Sadeh et al [11] developed an algorithm based on concurrent polysomnography and a wrist actigraph (Ambulatory Monitoring, Ardsley). The algorithm features a discriminant function using 5 calculated variables on an 11-minute window (the 5 preceding, 5 proceeding, and the scored epochs), centered on the epoch being scored [11]. Any missing epochs are considered 0 to avoid infinity problems. This happens if the current epoch is at the beginning or end of a dataset. The Sadeh algorithm uses the y-axis epoch data. If any of the epoch counts are over 300, it reduces them to 300. The original formula for this algorithm uses a 1-minute epoch window; in this study, we gave this algorithm the 30-second epoch raw actigraphy data. Each 30-second epoch was evaluated as a 1-minute epoch. This would preserve the comparison between algorithms, as all of them processed the 30-second raw actigraphy data. The original Sadeh algorithm used in this study is as follows:

PS = (7.601 - [0.065 * AVG] - [1.08 * NATS] - [0.056 * SD] - [0.703 * LG])

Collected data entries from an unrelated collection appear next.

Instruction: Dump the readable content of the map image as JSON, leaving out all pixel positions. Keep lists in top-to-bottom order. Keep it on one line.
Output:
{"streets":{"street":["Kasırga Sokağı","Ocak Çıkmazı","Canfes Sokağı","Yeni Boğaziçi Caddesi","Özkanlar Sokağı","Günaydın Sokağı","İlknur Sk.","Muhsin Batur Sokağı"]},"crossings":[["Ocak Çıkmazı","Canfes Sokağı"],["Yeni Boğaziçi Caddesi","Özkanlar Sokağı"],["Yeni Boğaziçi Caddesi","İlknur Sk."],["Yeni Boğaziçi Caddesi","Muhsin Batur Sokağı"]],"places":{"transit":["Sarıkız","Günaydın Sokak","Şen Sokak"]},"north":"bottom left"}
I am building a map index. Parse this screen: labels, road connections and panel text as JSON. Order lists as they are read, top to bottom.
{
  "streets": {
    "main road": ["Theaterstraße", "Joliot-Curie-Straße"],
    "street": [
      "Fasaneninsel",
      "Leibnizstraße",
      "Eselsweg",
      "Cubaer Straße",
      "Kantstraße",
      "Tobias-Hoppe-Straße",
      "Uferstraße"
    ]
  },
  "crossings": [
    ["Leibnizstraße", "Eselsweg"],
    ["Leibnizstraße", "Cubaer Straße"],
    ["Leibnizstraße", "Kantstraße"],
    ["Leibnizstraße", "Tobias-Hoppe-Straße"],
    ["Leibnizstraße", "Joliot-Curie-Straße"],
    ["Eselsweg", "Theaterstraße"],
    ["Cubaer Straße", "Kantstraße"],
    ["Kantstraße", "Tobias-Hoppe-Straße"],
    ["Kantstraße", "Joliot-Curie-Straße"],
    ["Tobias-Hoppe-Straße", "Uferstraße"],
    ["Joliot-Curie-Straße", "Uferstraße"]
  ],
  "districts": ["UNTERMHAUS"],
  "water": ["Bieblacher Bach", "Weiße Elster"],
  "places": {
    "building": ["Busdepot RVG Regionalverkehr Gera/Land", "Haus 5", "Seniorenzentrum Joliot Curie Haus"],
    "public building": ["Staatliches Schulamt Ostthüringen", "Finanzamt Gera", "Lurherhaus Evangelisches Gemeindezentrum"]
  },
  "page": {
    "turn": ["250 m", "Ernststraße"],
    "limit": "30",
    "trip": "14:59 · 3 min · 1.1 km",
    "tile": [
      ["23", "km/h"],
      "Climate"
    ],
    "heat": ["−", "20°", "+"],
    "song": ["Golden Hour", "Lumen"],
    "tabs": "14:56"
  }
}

where AVG is the arithmetic mean (average) of the activity counts for the window, NATS is the number of epochs that have counts ≥50 and <100, SD is the standard deviation for the first 6 epochs of the window, and LG is the natural (base e) logarithm of the current epoch. Post scoring of the epoch, if the resultant value, referred to as probability of sleep (PS), is ≥ 0, the epoch is scored as sleep. Based on the original paper, typically, if the result is > −4, then the current epoch is considered asleep.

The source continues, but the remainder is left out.